■ Exercise prompt
Exactly as they appear below, repeat the lines from the one with "M1325 530 1600" through the one with "trace(dot, '#382809', 4);", and no others.
(Beginning of Data under study)
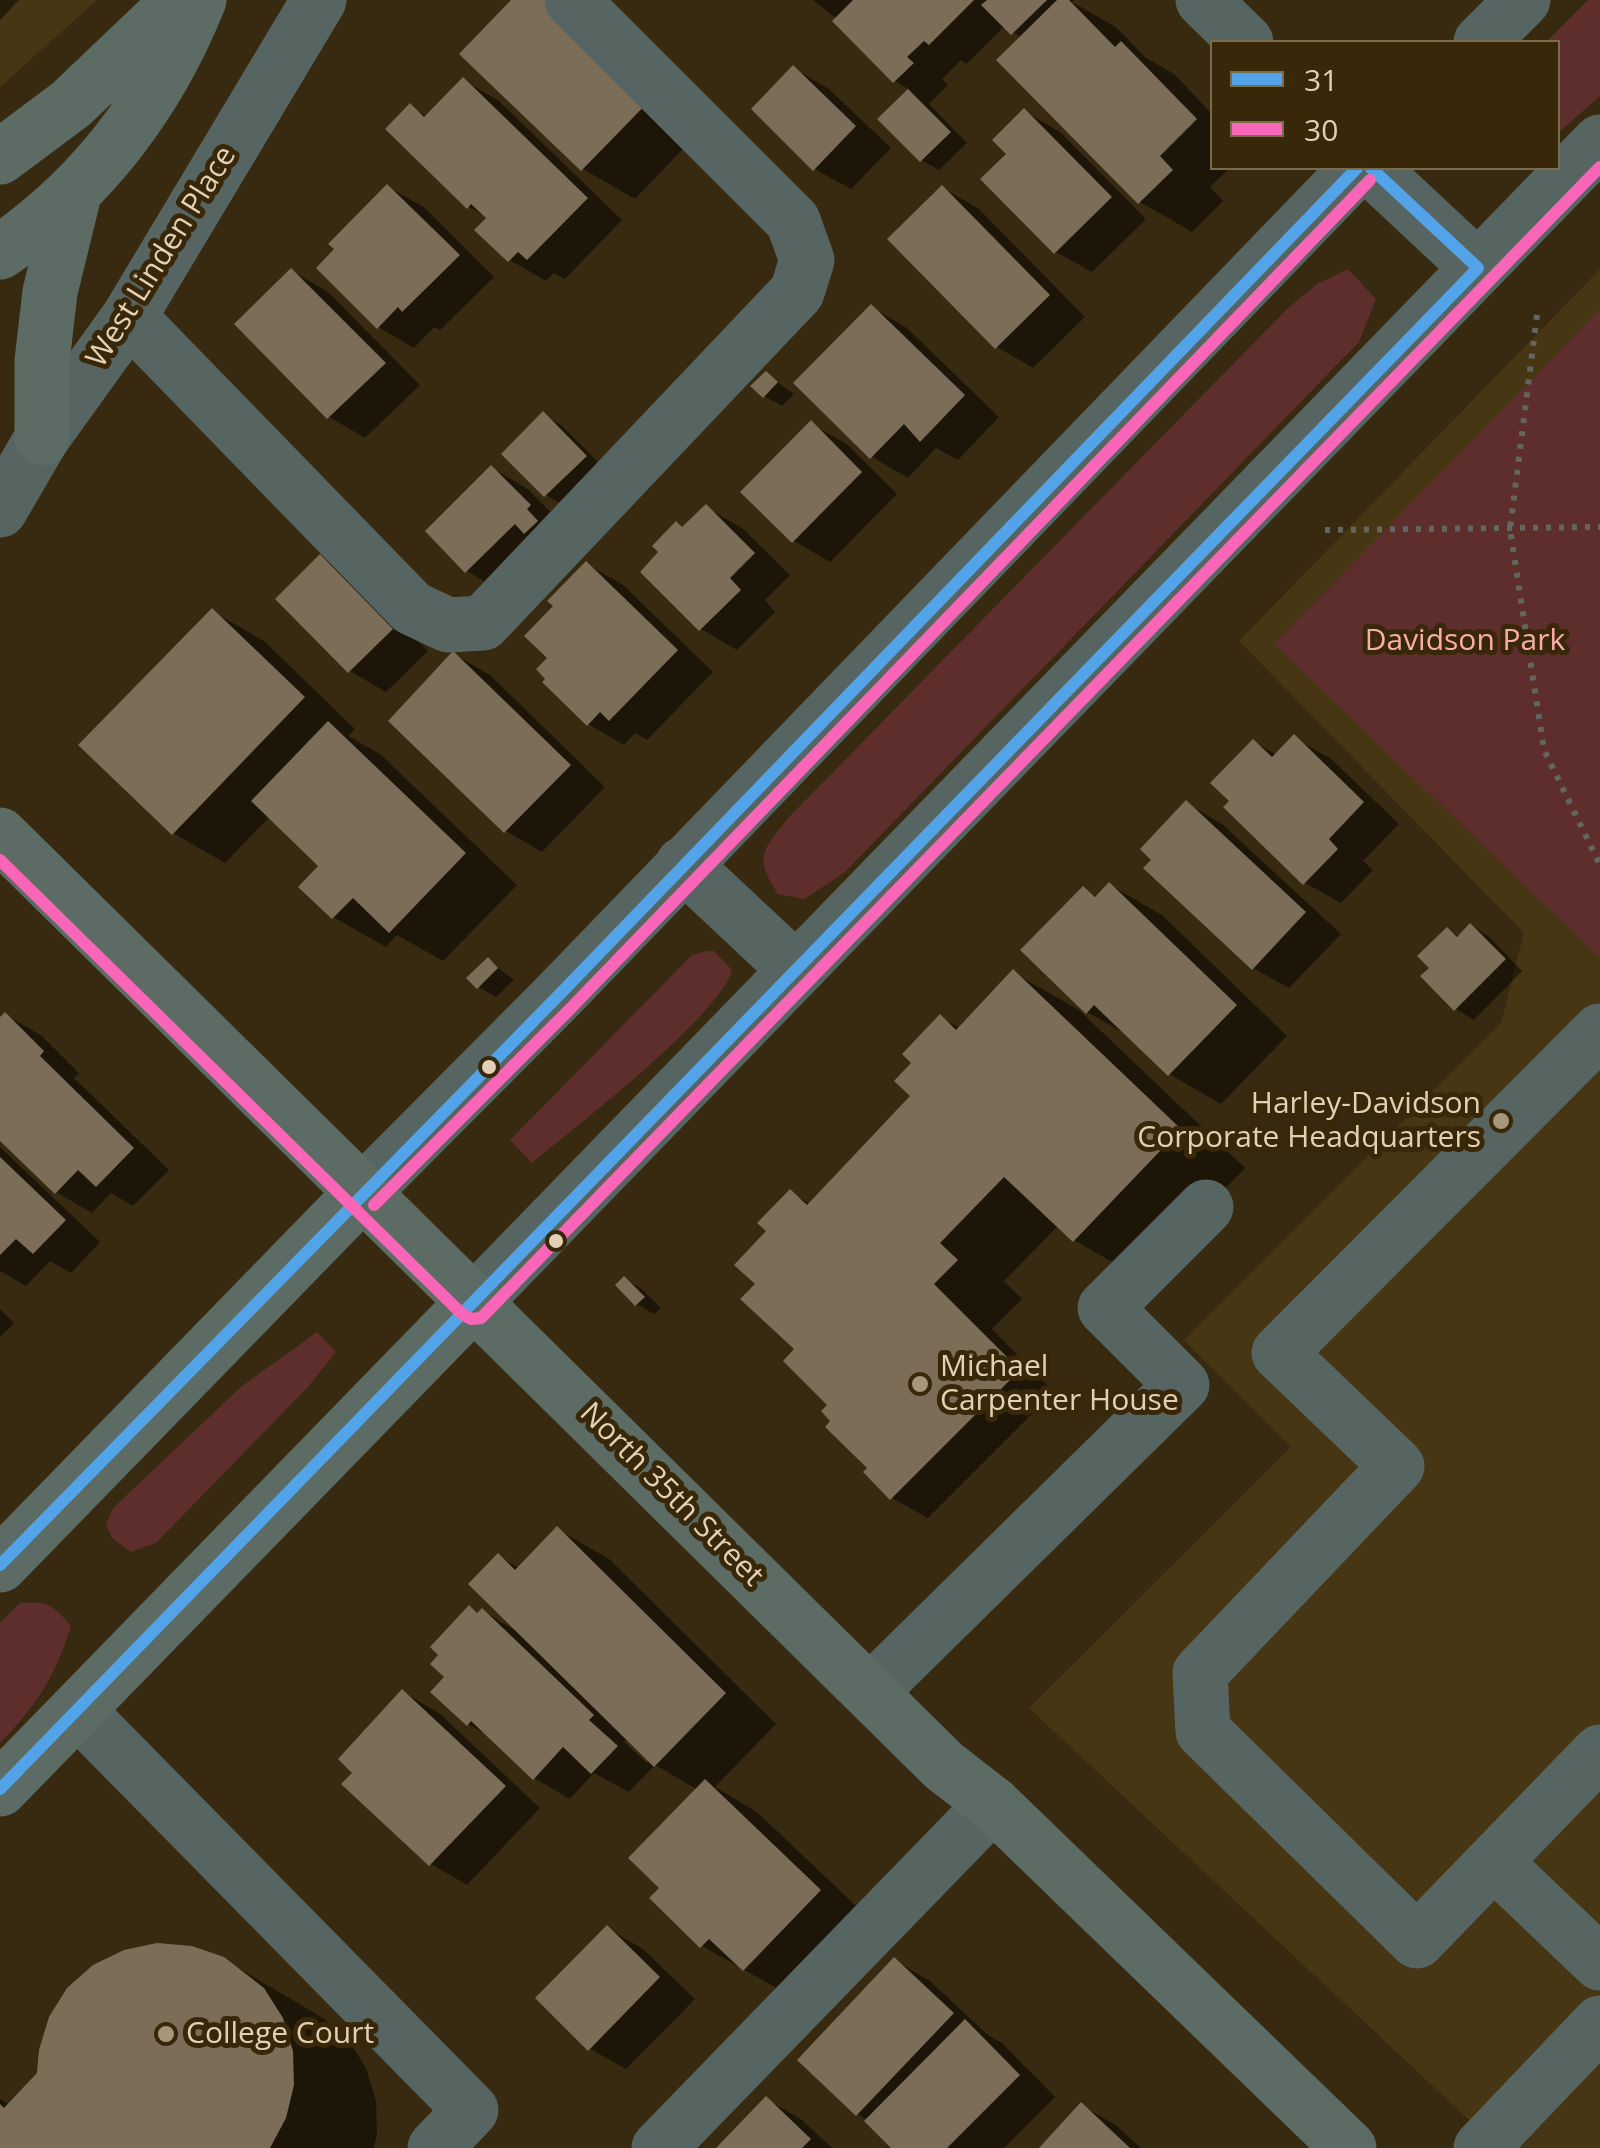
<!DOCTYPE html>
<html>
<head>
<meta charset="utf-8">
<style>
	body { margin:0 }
	#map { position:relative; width:1600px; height:2148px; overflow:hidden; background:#372a10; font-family:"Open Sans",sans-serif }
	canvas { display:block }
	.legend { position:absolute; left:1210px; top:40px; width:350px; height:130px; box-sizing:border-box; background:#382809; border:2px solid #7c6c4e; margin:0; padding:12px 18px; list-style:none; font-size:30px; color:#e2d1b5 }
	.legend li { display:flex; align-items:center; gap:20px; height:50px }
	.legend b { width:50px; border:2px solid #7c6c4e }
</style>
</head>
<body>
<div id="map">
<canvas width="1600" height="2148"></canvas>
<ul class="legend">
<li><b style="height:12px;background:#53a3e8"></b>31</li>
<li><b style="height:12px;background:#fa66b7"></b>30</li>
</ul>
</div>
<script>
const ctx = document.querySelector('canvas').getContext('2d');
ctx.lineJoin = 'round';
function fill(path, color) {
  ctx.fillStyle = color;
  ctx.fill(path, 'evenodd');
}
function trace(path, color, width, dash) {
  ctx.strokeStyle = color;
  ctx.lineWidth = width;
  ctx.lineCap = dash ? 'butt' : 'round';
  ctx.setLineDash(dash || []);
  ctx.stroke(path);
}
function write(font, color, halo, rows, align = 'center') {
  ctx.font = font + ' "Open Sans",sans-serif';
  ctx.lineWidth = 10;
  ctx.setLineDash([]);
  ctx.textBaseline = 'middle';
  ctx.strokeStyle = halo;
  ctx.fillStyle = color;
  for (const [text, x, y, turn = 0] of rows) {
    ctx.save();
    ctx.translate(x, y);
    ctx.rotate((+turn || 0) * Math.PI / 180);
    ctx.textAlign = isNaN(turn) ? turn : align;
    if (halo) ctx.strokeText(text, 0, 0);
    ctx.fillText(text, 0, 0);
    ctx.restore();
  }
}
fill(new Path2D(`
	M0 0H97L0 87Z
	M1600 269V2148H1499L1029 1708 1291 1447 1184 1340 1501 1023 1524 933 1239 641Z`), '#473614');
fill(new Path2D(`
	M1588 0H1600V96L1558 133V42H1546Z
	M1348 269 1376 299 1359 342 844 873 804 899 778 894C753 856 763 851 788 818L1287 309 1317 284Z
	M1600 309V958L1274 644Z
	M706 951H714L732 970C721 1015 573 1129 532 1163L510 1140 692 955Z
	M317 1332 336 1352 307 1388 156 1543 131 1552 112 1538 106 1525 112 1509 242 1386Z
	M20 1603C50 1602 52 1604 71 1626 55 1677 37 1705 0 1743V1623Z`), '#5d2e2b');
fill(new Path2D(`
	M0 0H19L0 20Z
	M515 0 707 124 635 199 583 169 463 54Z
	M813 0H1074L1072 2 1116 27 1146 58 1174 74 1212 114V168H1230L1210 187 1223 201 1192 232 1140 202 1022 38 1005 26 966 64 961 60 942 79 948 85 929 104 967 143 939 170 921 160 881 119 910 90 895 81 837 19Z
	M793 68 829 89 891 148 851 189 815 169Z
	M463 80 499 101 622 220 565 279 554 273 546 281 510 260 489 218 469 207 410 107 428 117Z
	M1024 111 1060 132 1146 219 1092 272 1056 252Z
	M388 187 424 207 494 277 440 330 434 327 414 348 378 327Z
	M943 188 979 209 1085 317 1033 368 997 347Z
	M292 271 328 292 420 385 365 438 329 417 238 324Z
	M871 307 907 328 999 417 958 460 936 448 908 478 872 457Z
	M766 374 794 394 782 406 764 396Z
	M544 415 561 425 603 467 563 505 546 495Z
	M811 424 847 444 897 494 830 562 794 541Z
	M492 468 528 489 565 527 503 592 467 571Z
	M706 507 742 528 790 575 765 600 775 612 737 650 701 629 643 572Z
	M320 557 356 578 428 651 386 692 350 671Z
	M586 564 622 584 713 672 647 740 635 733 624 745 588 724 550 658Z
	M212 611 264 641 355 729 348 736 380 754 517 885 443 961 397 935 386 947 333 917 322 866 270 816 225 863 173 833Z
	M454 654 490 675 605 787 542 852 506 831 391 720Z
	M1294 738 1330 758 1399 824 1363 861 1373 870 1341 903 1305 883 1254 742 1277 755Z
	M1186 803 1222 824 1341 934 1289 988 1253 968Z
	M1110 885 1162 915 1287 1036 1221 1104 1169 1074 1131 1037 1087 1012 1083 889 1098 897Z
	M1471 926 1488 936 1522 971 1474 1020 1456 1009 1424 976 1432 967 1447 930 1460 937Z
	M488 960 514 980 496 997 478 987Z
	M1014 973 1079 1010 1245 1168 1140 1278 1074 1240 1059 1225 1004 1281 1022 1299 992 1329 1054 1392 928 1518 892 1498 834 1421 831 1405 758 1284 770 1231 790 1192 810 1204 914 1096 915 1063 940 1017 961 1029Z
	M6 1015 42 1036 79 1073 74 1078 169 1170 133 1206 111 1193 92 1213 56 1192 0 1137V1021Z
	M0 1147 100 1242 71 1273 50 1261 26 1286 0 1271Z
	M624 1279 642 1289 661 1308 654 1314 636 1304Z
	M0 1309 14 1323 0 1337Z
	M557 1529 609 1559 776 1724 715 1787 757 1812 872 1921 796 1999 702 1946 662 1888 698 1790 655 1765 629 1792 594 1773 570 1799 534 1778 491 1737 468 1724 448 1677 470 1608 480 1614 483 1611 516 1631 498 1556 519 1568ZM628 1738 650 1760 647 1763 624 1742Z
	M403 1692 439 1713 540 1808 467 1885 431 1864 345 1784 355 1773Z
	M607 1928 643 1949 695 1999 626 2069 590 2049Z
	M894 1960 930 1981 988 2035 1002 2043 1055 2097 1004 2148H894L868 2121 857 2114Z
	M238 1968 323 2018 348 2039 366 2068 376 2101 377 2134 374 2148H0V2099L10 2105Z
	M766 2099 802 2120 832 2148H720Z
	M1081 2105 1117 2126 1141 2148H1042Z`), '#0007');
fill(new Path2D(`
	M511 0H561L657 93 581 171 459 54Z
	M853 0H974L929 45 924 41 907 57 914 63 893 83 832 21Z
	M987 0H1047L1011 35 981 5Z
	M1057 0H1069L1115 47 1121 41 1197 119 1160 156 1173 170 1138 204 996 60Z
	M793 65 856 126 813 171 751 109Z
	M463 77 588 198 527 260 518 252 508 262 474 230 486 218 471 204 467 209 385 129 410 103 424 117Z
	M908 89 951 132 920 162 877 119Z
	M1024 108 1112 197 1054 254 980 179 1006 154 992 140Z
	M387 184 460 255 402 312 398 307 377 329 316 268 334 249 328 244Z
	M942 185 1050 295 995 349 887 239Z
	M291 268 386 363 327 419 234 324Z
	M871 304 965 395 920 442 904 424 870 459 793 383Z
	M766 371 778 382 763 398 750 386Z
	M543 411 587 456 544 497 501 454Z
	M811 420 862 472 792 543 740 492Z
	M491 465 531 505 527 509 538 521 524 534 515 524 465 573 425 531Z
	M706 504 755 553 730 578 741 590 699 631 640 572 658 552 652 546 676 521 682 527Z
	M320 554 393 629 348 673 275 599Z
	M586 561 678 650 609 721 600 712 587 726 542 682 545 679 536 669 547 658 524 636 553 606 547 601Z
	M212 608 305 697 172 835 78 745Z
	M453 651 571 765 504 833 388 721Z
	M328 721 466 853 389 933 353 898 332 919 298 887 318 866 251 801Z
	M1294 734 1364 802 1329 839 1338 849 1303 885 1223 807 1229 801 1210 783 1253 739 1272 757Z
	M1186 800 1306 912 1252 970 1143 868 1151 860 1140 849Z
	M1109 882 1237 1005 1168 1076 1094 1005 1086 1014 1020 950 1083 886 1095 897Z
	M1470 923 1506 959 1454 1011 1420 976 1429 968 1417 956 1447 927 1457 937Z
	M488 957 498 968 477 989 466 978Z
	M1013 969 1181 1129 1073 1242 1004 1177 940 1243 958 1260 934 1284 1020 1370 890 1500 863 1472 867 1468 825 1427 830 1421 821 1411 827 1405 783 1361 794 1349 740 1299 755 1284 734 1265 766 1231 757 1223 790 1189 807 1205 910 1096 894 1081 911 1063 902 1054 940 1014 956 1030Z
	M5 1012 44 1051 40 1056 134 1148 96 1187 78 1170 55 1194 0 1141V1017Z
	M0 1157 66 1220 33 1254 16 1239 0 1255Z
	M624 1276 645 1297 635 1306 615 1285Z
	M557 1526 726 1693 654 1767 468 1584 498 1553 515 1570Z
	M469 1605 477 1613 482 1608 594 1715 589 1720 618 1746 591 1774 563 1747 533 1780 471 1721 467 1726 430 1692 444 1677 430 1664 438 1655 430 1647Z
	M402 1689 506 1786 429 1866 341 1784 352 1773 338 1759Z
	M705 1779 821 1890 743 1971 709 1939 700 1948 649 1898 659 1888 628 1858Z
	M607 1925 660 1977 588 2051 535 1998Z
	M157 1943 192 1946 224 1957 264 1988 283 2018 293 2051 294 2085 286 2118 270 2148H0V2104L4 2108 37 2073 39 2050 49 2017 67 1988 93 1965 124 1950Z
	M894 1957 954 2013 856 2116 797 2060Z
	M965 2019 1020 2075 947 2148H891L864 2121Z
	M766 2096 811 2139 802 2148H716Z
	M1081 2102 1130 2148H1039Z`), '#7c6d59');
trace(new Path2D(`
	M1537 315 1510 529 1544 750 1600 865
	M1325 530 1600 527`), '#62665e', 6, [5, 8]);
trace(new Path2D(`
	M1203 0 1246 42
	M1481 42 1523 0
	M1371 168 1478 268
	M129 317 412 608 448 625 483 623 797 292 807 260 793 221 572 0
	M0 510 42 438 129 317 319 0
	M683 864 796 970
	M1600 1031 1279 1353 1397 1466 1200 1673 1203 1731 1417 1941 1600 1752
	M362 1193 558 996 1357 168
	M474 1302 1600 142
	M870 1692 1182 1385 1105 1308 1206 1207
	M77 1710 471 2110 435 2148
	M1494 1862 1600 1963
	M659 2148 993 1804
	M1481 2148 1600 2023`), '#576562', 55);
trace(new Path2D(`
	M0 157 71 104 180 0
	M0 252C92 190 158 102 199 0
	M42 438V361L50 292 74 194
	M0 835 944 1766 993 1804 1349 2148
	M0 1565 362 1193
	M0 1789 474 1302`), '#5c6b64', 55);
trace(new Path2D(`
	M0 1565 558 996 1357 168
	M0 1789 1478 268 1371 168`), '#53a3e8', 12);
trace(new Path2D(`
	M0 860 462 1314 471 1319 481 1318 1600 167
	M374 1205 571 1008 1370 180`), '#fa66b7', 12);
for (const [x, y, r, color] of [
	[489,1067,9,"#e2d1b5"],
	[1501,1121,10,"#a6977b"],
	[556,1241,9,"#e2d1b5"],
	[920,1384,10,"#a6977b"],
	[166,2034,10,"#a6977b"]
]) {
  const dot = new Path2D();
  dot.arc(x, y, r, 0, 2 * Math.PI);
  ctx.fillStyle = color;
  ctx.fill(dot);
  trace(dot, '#382809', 4);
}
write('30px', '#e2d1b5', '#382809', [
	["West Linden Place",162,257,-58],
	["North 35th Street",671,1495,45]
]);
write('30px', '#f9adab', '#382809', [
	["Davidson Park",1465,641]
]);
write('30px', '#e2d1b5', '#382809', [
	["Harley-Davidson",1481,1104,"right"],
	["Corporate Headquarters",1481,1138,"right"],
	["Michael",940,1367],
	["Carpenter House",940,1401],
	["College Court",186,2034]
], 'left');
</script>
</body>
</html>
(End of Data under study)
■ Task solution
	M1325 530 1600 527`), '#62665e', 6, [5, 8]);
trace(new Path2D(`
	M1203 0 1246 42
	M1481 42 1523 0
	M1371 168 1478 268
	M129 317 412 608 448 625 483 623 797 292 807 260 793 221 572 0
	M0 510 42 438 129 317 319 0
	M683 864 796 970
	M1600 1031 1279 1353 1397 1466 1200 1673 1203 1731 1417 1941 1600 1752
	M362 1193 558 996 1357 168
	M474 1302 1600 142
	M870 1692 1182 1385 1105 1308 1206 1207
	M77 1710 471 2110 435 2148
	M1494 1862 1600 1963
	M659 2148 993 1804
	M1481 2148 1600 2023`), '#576562', 55);
trace(new Path2D(`
	M0 157 71 104 180 0
	M0 252C92 190 158 102 199 0
	M42 438V361L50 292 74 194
	M0 835 944 1766 993 1804 1349 2148
	M0 1565 362 1193
	M0 1789 474 1302`), '#5c6b64', 55);
trace(new Path2D(`
	M0 1565 558 996 1357 168
	M0 1789 1478 268 1371 168`), '#53a3e8', 12);
trace(new Path2D(`
	M0 860 462 1314 471 1319 481 1318 1600 167
	M374 1205 571 1008 1370 180`), '#fa66b7', 12);
for (const [x, y, r, color] of [
	[489,1067,9,"#e2d1b5"],
	[1501,1121,10,"#a6977b"],
	[556,1241,9,"#e2d1b5"],
	[920,1384,10,"#a6977b"],
	[166,2034,10,"#a6977b"]
]) {
  const dot = new Path2D();
  dot.arc(x, y, r, 0, 2 * Math.PI);
  ctx.fillStyle = color;
  ctx.fill(dot);
  trace(dot, '#382809', 4);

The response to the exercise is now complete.